On Tue 15-07-14 03:31:11, Hugh Dickins wrote:
> f00cdc6df7d7 ("shmem: fix faulting into a hole while it's punched") was
> buggy: Sasha sent a lockdep report to remind us that grabbing i_mutex in
> the fault path is a no-no (write syscall may already hold i_mutex while
> faulting user buffer).
> 
> We tried a completely different approach (see following patch) but that
> proved inadequate: good enough for a rational workload, but not good
> enough against trinity - which forks off so many mappings of the object
> that contention on i_mmap_mutex while hole-puncher holds i_mutex builds
> into serious starvation when concurrent faults force the puncher to fall
> back to single-page unmap_mapping_range() searches of the i_mmap tree.
> 
> So return to the original umbrella approach, but keep away from i_mutex
> this time.  We really don't want to bloat every shmem inode with a new
> mutex or completion, just to protect this unlikely case from trinity.
> So extend the original with wait_queue_head on stack at the hole-punch
> end, and wait_queue item on the stack at the fault end.
> 
> This involves further use of i_lock to guard against the races: lockdep
> has been happy so far, and I see fs/inode.c:unlock_new_inode() holds
> i_lock around wake_up_bit(), which is comparable to what we do here.

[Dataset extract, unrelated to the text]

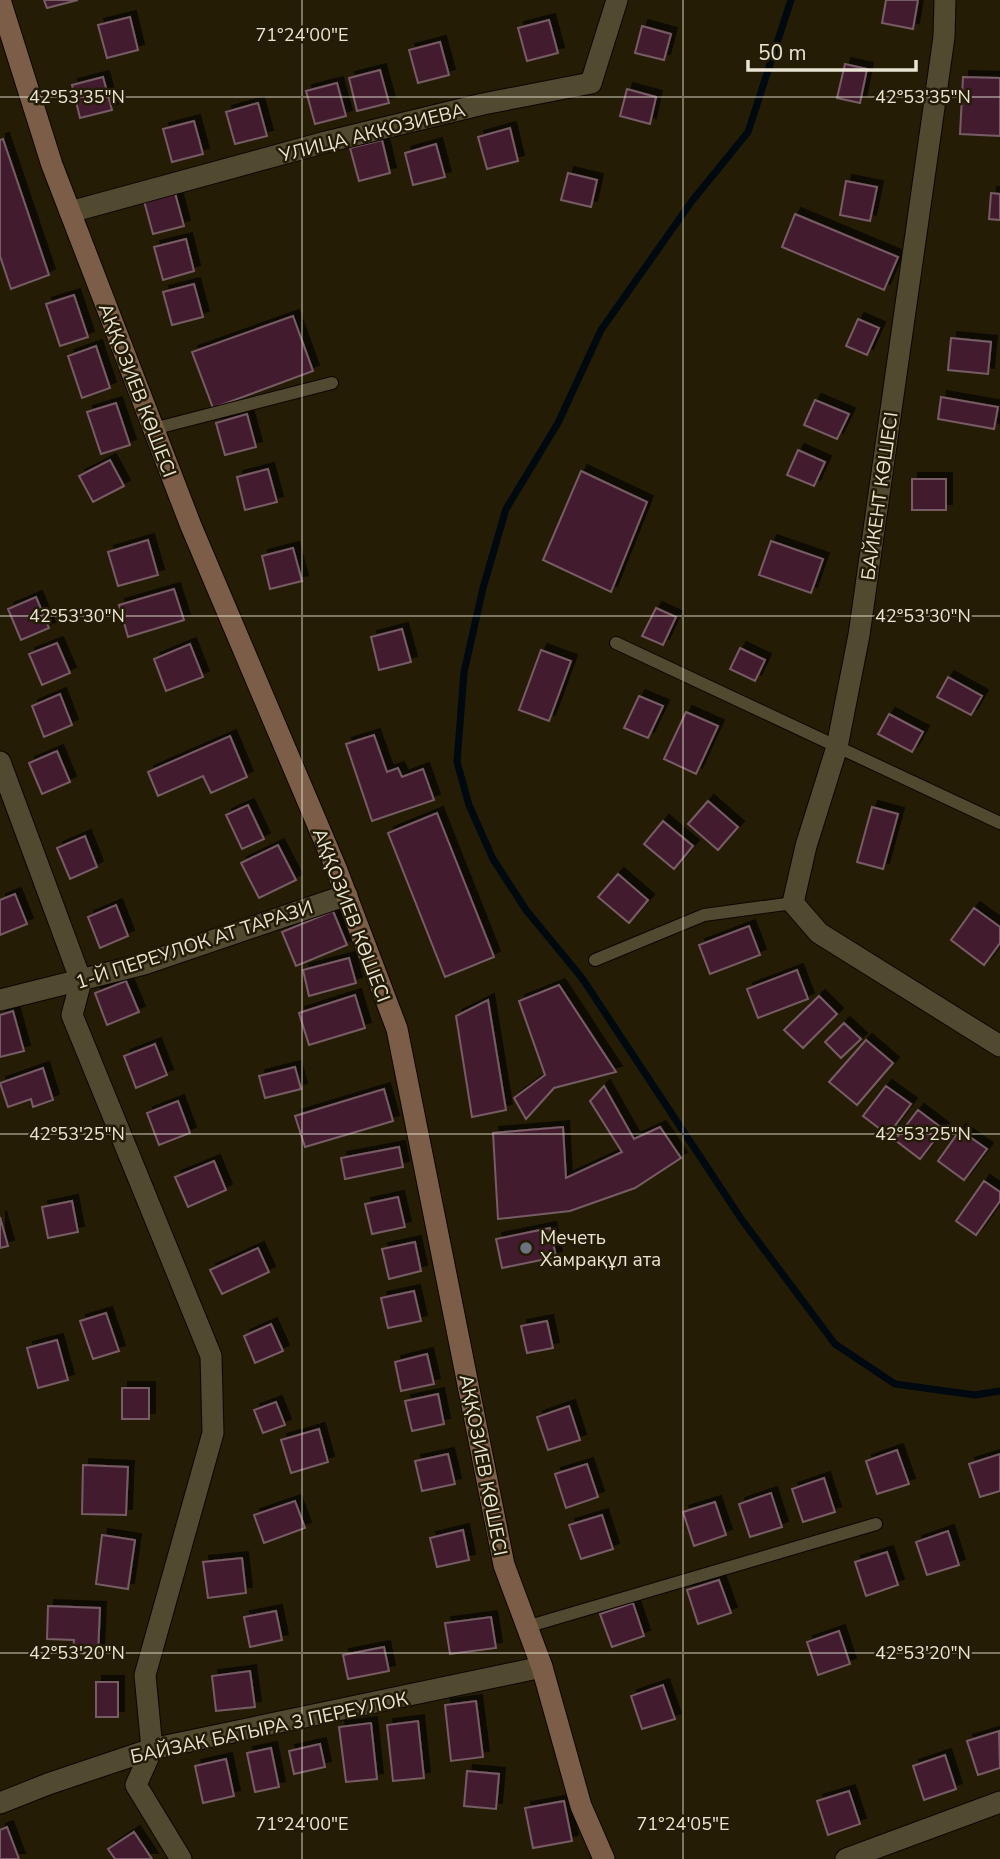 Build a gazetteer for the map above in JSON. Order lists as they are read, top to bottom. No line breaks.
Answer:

> i_lock is more convenient, but we could switch to shmem's info->lock.
> 
> This issue has been tagged with CVE-2014-4171, which will require
> f00cdc6df7d7 and this and the following patch to be backported: we
> suggest to 3.1+, though in fact the trinity forkbomb effect might go
> back as far as 2.6.16, when madvise(,,MADV_REMOVE) came in - or might
> not, since much has changed, with i_mmap_mutex a spinlock before 3.0.

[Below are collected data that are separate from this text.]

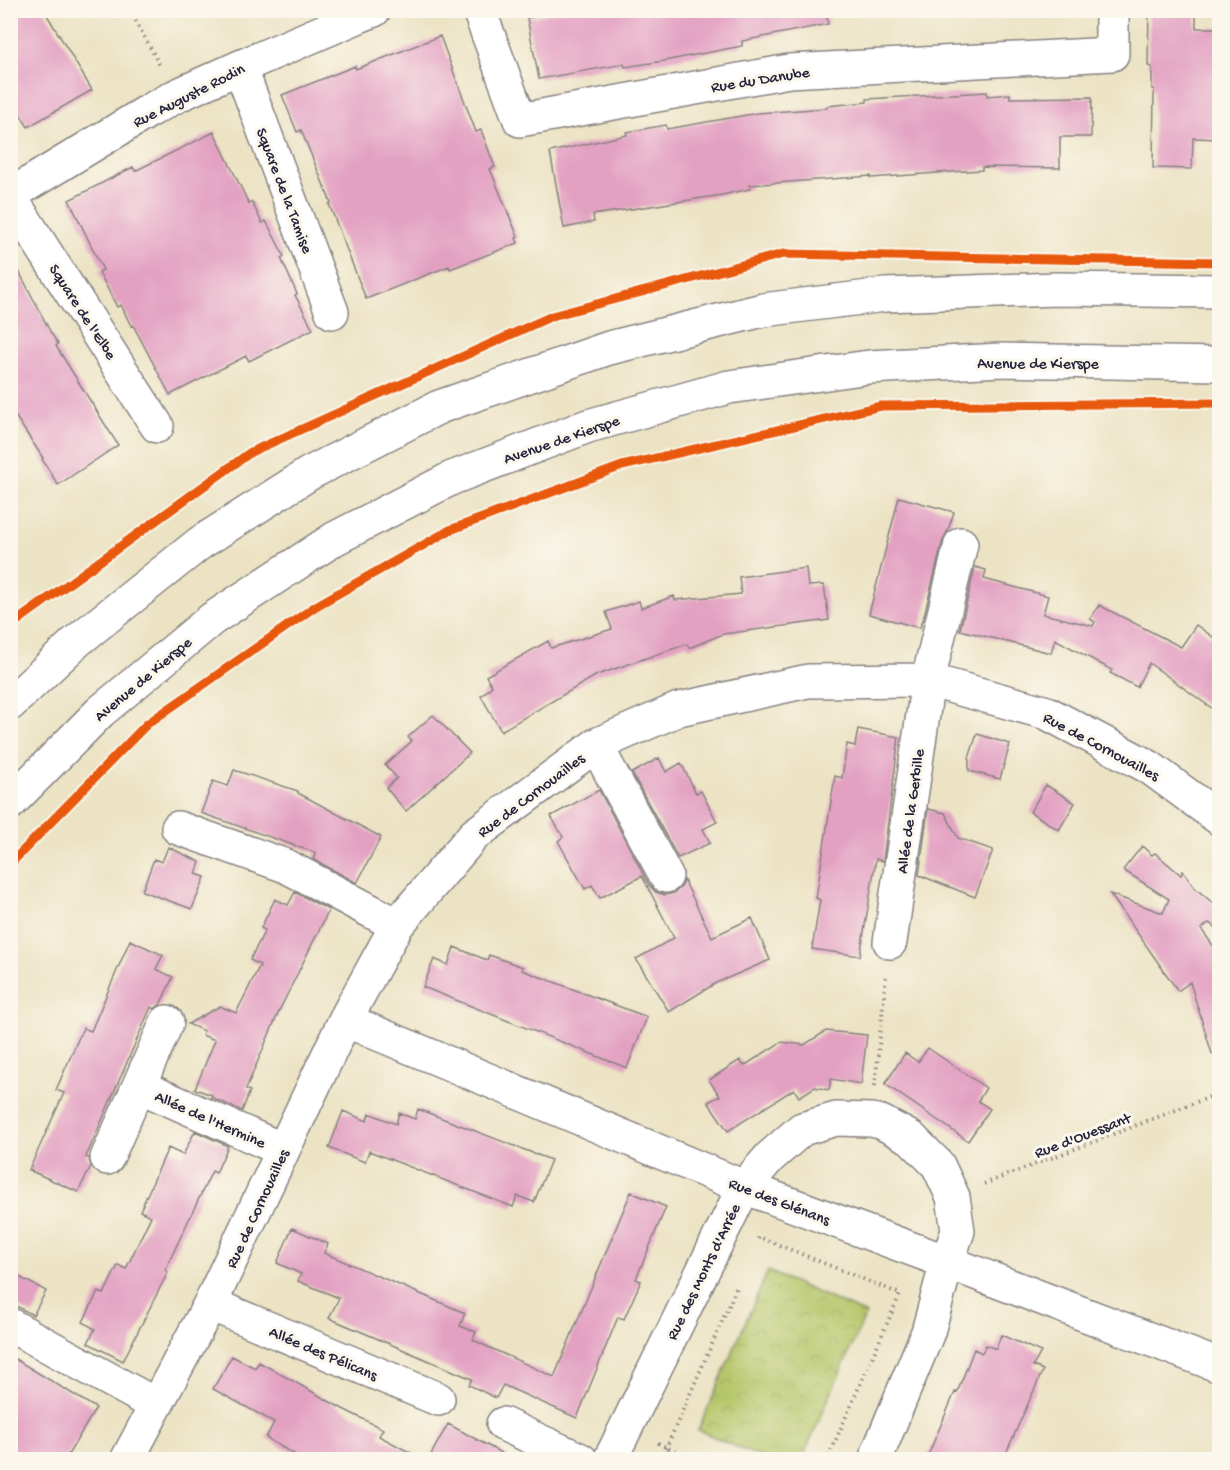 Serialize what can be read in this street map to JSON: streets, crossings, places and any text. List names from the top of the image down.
{
  "streets": {
    "street": [
      "Rue du Danube",
      "Rue Auguste Rodin",
      "Square de la Tamise",
      "Square de l'Elbe",
      "Avenue de Kierspe",
      "Rue de Cornouailles",
      "Allée de la Gerbille",
      "Allée de l'Hermine",
      "Rue des Glénans",
      "Rue des Monts d'Arrée",
      "Allée des Pélicans"
    ],
    "path": ["Rue d'Ouessant"]
  },
  "crossings": [
    ["Rue Auguste Rodin", "Square de la Tamise"],
    ["Rue Auguste Rodin", "Square de l'Elbe"],
    ["Rue de Cornouailles", "Allée de la Gerbille"],
    ["Rue de Cornouailles", "Allée de l'Hermine"],
    ["Rue de Cornouailles", "Rue des Glénans"],
    ["Rue de Cornouailles", "Allée des Pélicans"],
    ["Rue d'Ouessant", "Rue des Monts d'Arrée"],
    ["Rue des Glénans", "Rue des Monts d'Arrée"]
  ]
}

> Anyone running trinity on 3.0 and earlier?  I don't think we need care.
> 
> Signed-off-by: Hugh Dickins <hughd@google.com>
> Reported-by: Sasha Levin <sasha.levin@oracle.com>
> Cc: Vlastimil Babka <vbabka@suse.cz>
> Cc: Konstantin Khlebnikov <koct9i@gmail.com>
> Cc: Johannes Weiner <hannes@cmpxchg.org>
> Cc: Lukas Czerner <lczerner@redhat.com>
> Cc: Dave Jones <davej@redhat.com>
> Cc: <stable@vger.kernel.org>	[3.1+]

Feel free to add
Reviewed-by: Michal Hocko <mhocko@suse.cz>

for the UNINTERUPTIBLE sleep version.

> ---
> Please replace mmotm's
> revert-shmem-fix-faulting-into-a-hole-while-its-punched.patch
> by this patch.
> 
>  mm/shmem.c |   78 ++++++++++++++++++++++++++++++++++-----------------
>  1 file changed, 52 insertions(+), 26 deletions(-)
> 
> --- 3.16-rc5/mm/shmem.c	2014-07-06 13:25:19.688009119 -0700
> +++ 3.16-rc5+/mm/shmem.c	2014-07-14 20:34:28.196153828 -0700
> @@ -85,7 +85,7 @@ static struct vfsmount *shm_mnt;
>   * a time): we would prefer not to enlarge the shmem inode just for that.
>   */
>  struct shmem_falloc {
> -	int	mode;		/* FALLOC_FL mode currently operating */
> +	wait_queue_head_t *waitq; /* faults into hole wait for punch to end */
>  	pgoff_t start;		/* start of range currently being fallocated */
>  	pgoff_t next;		/* the next page offset to be fallocated */
>  	pgoff_t nr_falloced;	/* how many new pages have been fallocated */
> @@ -760,7 +760,7 @@ static int shmem_writepage(struct page *
>  			spin_lock(&inode->i_lock);
>  			shmem_falloc = inode->i_private;
>  			if (shmem_falloc &&
> -			    !shmem_falloc->mode &&
> +			    !shmem_falloc->waitq &&
>  			    index >= shmem_falloc->start &&
>  			    index < shmem_falloc->next)
>  				shmem_falloc->nr_unswapped++;
> @@ -1248,38 +1248,58 @@ static int shmem_fault(struct vm_area_st
>  	 * Trinity finds that probing a hole which tmpfs is punching can
>  	 * prevent the hole-punch from ever completing: which in turn
>  	 * locks writers out with its hold on i_mutex.  So refrain from
> -	 * faulting pages into the hole while it's being punched, and
> -	 * wait on i_mutex to be released if vmf->flags permits.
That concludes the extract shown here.